Este projeto inédito no país, multiprofissional e interinstitucional, foi idealizado com o intuito de apoiar os municípios das Bacias PCJ na elaboração de seus Planos de Segurança da Água, tendo sido divulgado por meio de publicação que encontra-se no link: https://agencia.baciaspcj.org.br/wp-content/uploads/2020/11/guia-pmsa.pdf,


3 Desafios


Como citado anteriormente, o Plano de Segurança da Água ainda não foi considerado uma importante ferramenta de gerenciamento dos sistemas de abastecimento coletivo de água – seja público ou privado.

Em 2007 o professor José Manuel Pereira Vieira, da Universidade do Minho em Portugal promoveu um curso sobre Plano de Segurança da Água na Universidade de São Paulo, com o objetivo de capacitar técnicos dos Serviços de Abastecimento de Água e do setor Saúde da área de Vigilância Ambiental.

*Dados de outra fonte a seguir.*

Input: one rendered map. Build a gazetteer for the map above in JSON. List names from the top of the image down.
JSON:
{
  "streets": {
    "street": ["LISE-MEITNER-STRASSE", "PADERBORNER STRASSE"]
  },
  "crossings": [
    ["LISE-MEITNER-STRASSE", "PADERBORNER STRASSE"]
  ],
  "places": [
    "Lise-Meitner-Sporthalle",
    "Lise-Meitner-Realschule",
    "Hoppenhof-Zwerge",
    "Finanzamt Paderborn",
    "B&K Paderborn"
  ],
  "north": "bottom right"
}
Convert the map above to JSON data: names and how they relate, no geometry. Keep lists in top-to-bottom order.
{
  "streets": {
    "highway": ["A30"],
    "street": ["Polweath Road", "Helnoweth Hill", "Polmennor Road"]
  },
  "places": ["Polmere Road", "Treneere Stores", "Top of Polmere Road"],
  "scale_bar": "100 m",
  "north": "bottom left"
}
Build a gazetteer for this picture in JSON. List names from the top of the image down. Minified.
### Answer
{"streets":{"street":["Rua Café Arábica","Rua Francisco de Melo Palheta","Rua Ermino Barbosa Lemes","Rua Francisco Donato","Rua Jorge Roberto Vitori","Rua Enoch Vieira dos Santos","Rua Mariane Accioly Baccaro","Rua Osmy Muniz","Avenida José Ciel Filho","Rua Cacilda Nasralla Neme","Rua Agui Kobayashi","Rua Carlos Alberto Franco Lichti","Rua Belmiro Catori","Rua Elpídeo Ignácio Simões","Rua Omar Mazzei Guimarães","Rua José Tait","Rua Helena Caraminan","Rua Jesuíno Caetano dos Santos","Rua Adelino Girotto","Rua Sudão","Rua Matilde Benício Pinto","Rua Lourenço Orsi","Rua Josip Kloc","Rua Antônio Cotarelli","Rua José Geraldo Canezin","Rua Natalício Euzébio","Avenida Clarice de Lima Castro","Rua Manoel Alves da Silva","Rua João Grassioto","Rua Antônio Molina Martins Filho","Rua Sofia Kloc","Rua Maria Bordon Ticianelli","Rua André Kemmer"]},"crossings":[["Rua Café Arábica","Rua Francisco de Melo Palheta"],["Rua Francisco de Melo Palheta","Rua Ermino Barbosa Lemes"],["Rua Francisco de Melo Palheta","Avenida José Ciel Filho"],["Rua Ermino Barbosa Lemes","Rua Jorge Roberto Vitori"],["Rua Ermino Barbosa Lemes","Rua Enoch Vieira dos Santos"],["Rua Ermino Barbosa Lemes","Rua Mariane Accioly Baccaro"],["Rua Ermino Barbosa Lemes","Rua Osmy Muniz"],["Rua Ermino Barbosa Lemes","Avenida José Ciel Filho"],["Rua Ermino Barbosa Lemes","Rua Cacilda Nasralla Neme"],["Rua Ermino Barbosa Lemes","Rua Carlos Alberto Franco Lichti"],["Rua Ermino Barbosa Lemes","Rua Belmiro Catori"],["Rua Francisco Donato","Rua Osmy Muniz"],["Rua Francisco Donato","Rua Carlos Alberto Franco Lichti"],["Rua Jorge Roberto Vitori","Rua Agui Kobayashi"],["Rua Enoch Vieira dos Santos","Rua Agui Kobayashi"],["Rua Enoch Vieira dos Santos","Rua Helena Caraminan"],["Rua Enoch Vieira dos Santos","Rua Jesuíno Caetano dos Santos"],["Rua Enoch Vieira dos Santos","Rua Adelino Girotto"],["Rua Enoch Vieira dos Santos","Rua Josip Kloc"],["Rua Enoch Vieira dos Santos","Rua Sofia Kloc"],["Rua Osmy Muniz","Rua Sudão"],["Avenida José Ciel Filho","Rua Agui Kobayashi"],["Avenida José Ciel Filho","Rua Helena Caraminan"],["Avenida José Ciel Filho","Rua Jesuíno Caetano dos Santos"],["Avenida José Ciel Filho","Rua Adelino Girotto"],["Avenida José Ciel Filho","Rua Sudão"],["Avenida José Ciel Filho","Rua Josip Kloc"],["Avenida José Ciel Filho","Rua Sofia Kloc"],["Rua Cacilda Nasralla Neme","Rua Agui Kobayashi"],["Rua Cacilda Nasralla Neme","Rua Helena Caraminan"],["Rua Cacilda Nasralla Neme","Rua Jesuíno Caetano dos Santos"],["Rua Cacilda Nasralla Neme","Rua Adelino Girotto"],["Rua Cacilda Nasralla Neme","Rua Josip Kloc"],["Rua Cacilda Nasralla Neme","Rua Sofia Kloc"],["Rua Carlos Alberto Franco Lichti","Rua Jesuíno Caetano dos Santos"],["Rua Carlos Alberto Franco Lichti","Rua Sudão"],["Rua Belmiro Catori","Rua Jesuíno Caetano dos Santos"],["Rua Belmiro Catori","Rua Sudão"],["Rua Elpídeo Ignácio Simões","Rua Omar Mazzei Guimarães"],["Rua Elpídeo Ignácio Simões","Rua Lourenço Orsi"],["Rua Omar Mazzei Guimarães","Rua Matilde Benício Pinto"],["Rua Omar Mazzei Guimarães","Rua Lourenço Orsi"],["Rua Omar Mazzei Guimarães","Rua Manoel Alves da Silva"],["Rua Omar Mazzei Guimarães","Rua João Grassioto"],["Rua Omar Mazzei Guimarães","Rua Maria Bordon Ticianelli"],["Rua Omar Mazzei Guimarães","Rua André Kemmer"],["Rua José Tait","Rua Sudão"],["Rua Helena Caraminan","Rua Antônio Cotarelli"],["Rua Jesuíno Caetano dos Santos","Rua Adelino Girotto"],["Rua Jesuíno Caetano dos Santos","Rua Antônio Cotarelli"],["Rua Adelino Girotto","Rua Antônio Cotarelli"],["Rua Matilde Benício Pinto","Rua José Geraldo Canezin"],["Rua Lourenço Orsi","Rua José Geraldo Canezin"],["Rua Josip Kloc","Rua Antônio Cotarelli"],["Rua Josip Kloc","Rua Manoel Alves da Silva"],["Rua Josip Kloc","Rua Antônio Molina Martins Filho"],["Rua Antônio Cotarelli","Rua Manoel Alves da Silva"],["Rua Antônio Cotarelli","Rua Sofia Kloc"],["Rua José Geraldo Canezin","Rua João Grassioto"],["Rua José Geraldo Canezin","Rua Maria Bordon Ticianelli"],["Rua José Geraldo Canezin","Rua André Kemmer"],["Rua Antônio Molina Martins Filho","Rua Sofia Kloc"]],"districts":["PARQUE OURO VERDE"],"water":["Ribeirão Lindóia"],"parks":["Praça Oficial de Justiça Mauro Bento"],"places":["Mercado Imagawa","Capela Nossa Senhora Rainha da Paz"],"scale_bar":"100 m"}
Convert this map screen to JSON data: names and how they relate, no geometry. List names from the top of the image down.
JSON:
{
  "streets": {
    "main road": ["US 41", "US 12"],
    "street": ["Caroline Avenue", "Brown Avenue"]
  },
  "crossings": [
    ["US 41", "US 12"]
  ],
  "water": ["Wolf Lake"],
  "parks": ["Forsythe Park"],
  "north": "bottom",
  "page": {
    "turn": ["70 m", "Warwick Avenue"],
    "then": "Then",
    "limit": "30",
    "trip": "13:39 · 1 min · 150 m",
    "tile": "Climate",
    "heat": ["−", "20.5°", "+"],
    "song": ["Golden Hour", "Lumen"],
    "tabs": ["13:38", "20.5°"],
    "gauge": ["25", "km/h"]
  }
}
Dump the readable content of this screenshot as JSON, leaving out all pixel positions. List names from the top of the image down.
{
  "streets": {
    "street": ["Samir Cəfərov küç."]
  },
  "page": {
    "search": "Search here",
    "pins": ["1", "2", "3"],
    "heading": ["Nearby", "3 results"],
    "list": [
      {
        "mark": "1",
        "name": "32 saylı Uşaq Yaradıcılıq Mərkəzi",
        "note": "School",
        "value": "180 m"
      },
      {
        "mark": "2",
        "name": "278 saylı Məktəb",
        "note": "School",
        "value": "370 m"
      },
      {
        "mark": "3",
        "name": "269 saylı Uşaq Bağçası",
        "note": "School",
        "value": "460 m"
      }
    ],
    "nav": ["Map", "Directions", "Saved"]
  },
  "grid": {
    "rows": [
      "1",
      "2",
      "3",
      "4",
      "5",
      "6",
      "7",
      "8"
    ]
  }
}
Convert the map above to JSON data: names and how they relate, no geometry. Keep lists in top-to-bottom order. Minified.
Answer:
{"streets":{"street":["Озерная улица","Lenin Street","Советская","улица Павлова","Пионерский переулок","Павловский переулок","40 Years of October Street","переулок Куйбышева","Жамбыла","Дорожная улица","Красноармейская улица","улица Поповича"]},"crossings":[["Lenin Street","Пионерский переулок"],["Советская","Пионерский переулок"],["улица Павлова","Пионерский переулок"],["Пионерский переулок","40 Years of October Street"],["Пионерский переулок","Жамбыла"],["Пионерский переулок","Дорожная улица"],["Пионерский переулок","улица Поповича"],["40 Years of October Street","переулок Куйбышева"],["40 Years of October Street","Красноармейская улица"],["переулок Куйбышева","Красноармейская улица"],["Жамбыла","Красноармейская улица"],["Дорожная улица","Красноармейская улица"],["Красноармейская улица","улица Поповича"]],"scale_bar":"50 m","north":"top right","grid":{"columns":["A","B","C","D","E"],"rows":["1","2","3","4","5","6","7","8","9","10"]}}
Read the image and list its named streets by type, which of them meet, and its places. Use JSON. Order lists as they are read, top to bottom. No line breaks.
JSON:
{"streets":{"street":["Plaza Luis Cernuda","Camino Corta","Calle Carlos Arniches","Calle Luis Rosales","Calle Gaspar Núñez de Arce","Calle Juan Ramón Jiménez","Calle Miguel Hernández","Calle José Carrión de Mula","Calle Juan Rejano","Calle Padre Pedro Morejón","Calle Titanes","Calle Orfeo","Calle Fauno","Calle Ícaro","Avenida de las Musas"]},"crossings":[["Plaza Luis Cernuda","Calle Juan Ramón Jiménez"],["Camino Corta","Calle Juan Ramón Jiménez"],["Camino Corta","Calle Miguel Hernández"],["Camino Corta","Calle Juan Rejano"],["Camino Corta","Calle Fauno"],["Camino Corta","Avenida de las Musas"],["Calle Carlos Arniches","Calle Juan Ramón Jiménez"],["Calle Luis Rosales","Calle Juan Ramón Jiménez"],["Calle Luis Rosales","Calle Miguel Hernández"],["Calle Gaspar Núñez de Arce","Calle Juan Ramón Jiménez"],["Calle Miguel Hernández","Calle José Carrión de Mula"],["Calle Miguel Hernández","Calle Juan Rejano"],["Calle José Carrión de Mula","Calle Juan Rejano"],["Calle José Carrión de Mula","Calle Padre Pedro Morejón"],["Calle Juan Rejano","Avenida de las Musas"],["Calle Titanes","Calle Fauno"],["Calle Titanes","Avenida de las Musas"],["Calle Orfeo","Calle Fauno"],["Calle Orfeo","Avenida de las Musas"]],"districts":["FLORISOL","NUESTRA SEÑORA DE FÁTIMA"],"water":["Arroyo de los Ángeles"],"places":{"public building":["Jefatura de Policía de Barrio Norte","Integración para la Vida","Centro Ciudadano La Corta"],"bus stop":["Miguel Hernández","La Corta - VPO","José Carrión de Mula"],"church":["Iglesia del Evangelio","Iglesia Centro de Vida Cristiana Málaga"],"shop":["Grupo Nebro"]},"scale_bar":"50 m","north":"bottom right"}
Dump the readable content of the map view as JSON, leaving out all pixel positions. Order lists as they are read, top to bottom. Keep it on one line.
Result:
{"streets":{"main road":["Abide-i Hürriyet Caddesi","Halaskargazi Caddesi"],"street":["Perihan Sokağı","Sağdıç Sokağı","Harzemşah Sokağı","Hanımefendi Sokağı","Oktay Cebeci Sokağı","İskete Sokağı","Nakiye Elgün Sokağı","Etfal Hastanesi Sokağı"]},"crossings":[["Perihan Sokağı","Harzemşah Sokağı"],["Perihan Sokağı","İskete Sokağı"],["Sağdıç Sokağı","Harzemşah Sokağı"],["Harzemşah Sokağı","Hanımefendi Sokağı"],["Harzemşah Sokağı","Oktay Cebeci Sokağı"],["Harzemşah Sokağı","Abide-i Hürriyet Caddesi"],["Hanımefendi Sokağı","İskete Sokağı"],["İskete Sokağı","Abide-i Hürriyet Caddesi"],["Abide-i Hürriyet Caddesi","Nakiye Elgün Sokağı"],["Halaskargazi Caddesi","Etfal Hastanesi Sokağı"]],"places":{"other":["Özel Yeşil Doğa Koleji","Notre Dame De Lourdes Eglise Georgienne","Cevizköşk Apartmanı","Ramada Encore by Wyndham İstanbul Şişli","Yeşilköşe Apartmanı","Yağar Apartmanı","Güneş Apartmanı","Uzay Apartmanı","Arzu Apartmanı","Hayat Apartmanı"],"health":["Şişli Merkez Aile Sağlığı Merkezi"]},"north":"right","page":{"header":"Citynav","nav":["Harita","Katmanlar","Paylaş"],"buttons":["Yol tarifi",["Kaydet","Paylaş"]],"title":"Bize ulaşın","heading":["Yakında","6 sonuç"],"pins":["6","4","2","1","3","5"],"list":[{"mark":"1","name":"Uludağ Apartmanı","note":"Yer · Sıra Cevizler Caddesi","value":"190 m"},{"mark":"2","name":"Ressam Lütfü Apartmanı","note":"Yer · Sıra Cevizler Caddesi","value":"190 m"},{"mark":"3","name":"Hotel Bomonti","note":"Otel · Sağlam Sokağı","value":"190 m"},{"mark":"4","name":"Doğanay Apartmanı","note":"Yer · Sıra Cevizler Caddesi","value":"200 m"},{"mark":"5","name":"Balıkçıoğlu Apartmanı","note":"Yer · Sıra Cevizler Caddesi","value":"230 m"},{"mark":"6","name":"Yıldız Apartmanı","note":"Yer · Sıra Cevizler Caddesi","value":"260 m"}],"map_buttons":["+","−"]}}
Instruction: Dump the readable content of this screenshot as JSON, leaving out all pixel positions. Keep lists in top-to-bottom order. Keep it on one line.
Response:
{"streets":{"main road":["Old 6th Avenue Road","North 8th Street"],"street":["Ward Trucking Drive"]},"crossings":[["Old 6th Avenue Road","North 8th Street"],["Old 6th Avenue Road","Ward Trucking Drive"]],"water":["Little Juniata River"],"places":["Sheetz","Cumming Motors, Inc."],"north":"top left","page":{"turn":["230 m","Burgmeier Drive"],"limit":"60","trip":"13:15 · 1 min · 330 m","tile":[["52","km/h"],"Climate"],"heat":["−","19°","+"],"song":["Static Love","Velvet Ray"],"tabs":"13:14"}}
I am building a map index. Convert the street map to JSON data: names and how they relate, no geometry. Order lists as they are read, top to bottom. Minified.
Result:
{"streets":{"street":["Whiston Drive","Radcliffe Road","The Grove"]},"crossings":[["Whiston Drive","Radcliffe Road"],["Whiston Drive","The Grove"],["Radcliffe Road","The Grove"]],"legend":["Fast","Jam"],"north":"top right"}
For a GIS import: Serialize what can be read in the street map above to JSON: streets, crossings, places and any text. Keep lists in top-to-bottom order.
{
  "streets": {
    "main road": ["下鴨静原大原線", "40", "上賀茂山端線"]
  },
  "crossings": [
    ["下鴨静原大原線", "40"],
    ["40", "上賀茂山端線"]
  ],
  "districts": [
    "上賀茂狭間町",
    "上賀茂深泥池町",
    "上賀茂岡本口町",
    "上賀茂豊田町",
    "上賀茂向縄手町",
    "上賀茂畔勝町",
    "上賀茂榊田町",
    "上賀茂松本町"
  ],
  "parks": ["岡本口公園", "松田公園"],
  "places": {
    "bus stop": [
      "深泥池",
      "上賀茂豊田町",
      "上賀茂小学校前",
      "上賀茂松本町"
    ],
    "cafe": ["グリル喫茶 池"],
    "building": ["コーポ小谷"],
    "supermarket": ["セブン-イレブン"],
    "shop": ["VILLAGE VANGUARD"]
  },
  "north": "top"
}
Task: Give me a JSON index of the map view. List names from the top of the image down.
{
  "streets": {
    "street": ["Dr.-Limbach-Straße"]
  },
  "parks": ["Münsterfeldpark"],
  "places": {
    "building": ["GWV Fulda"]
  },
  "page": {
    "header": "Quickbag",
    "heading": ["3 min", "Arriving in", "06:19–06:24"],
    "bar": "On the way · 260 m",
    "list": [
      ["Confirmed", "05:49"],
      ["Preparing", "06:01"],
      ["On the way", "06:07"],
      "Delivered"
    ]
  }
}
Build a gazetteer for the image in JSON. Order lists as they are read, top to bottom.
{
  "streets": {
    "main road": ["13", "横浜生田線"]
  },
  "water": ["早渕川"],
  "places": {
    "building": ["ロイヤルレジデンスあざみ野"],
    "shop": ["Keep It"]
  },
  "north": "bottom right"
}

A partir de então este tema tem ganhado espaço em Congressos, Workshops e Seminários, com publicações específicas sendo editadas.

Entretanto, ainda é incipiente a utilização do Plano de Segurança da Água de forma sistemática pelos serviços públicos de abastecimento de água para consumo humano.

Apontamos a seguir alguns motivos que dificultam a implantação do Plano de Segurança da Água em nosso país de forma ampla:

1 – Qualificação profissional – em sua maioria as grandes empresas de saneamento possuem em seu quadro, profissionais com gabarito técnico para adotar o Plano de Segurança da Água como uma importante ferramenta de gestão. Infelizmente não e o que ocorre em diversas partes do país.

2 – Falta de incentivo institucional – sente-se falta de um amplo movimento dos órgãos governamentais no nível federal e estadual, bem como de associações representantes do setor Saneamento, em promover eventos e capacitação para gestores e técnicos que atuam em serviços de abastecimento coletivo de água.

3 – Resistência à adoção de metodologias inovadoras – o setor Saneamento ainda é considerado muito conservador no que se refere à adoção de metodologias e tecnologias inovadoras. Mudança de paradigmas exige mentes abertas e disponibilidade de sair da zona de conforto em que muitos serviços de abastecimento se encontram.

4 – Não existir a cultura de gestão de risco à saúde e segurança da água para consumo humano nos Serviços de abastecimento de água, estejam sob gestão pública ou privada.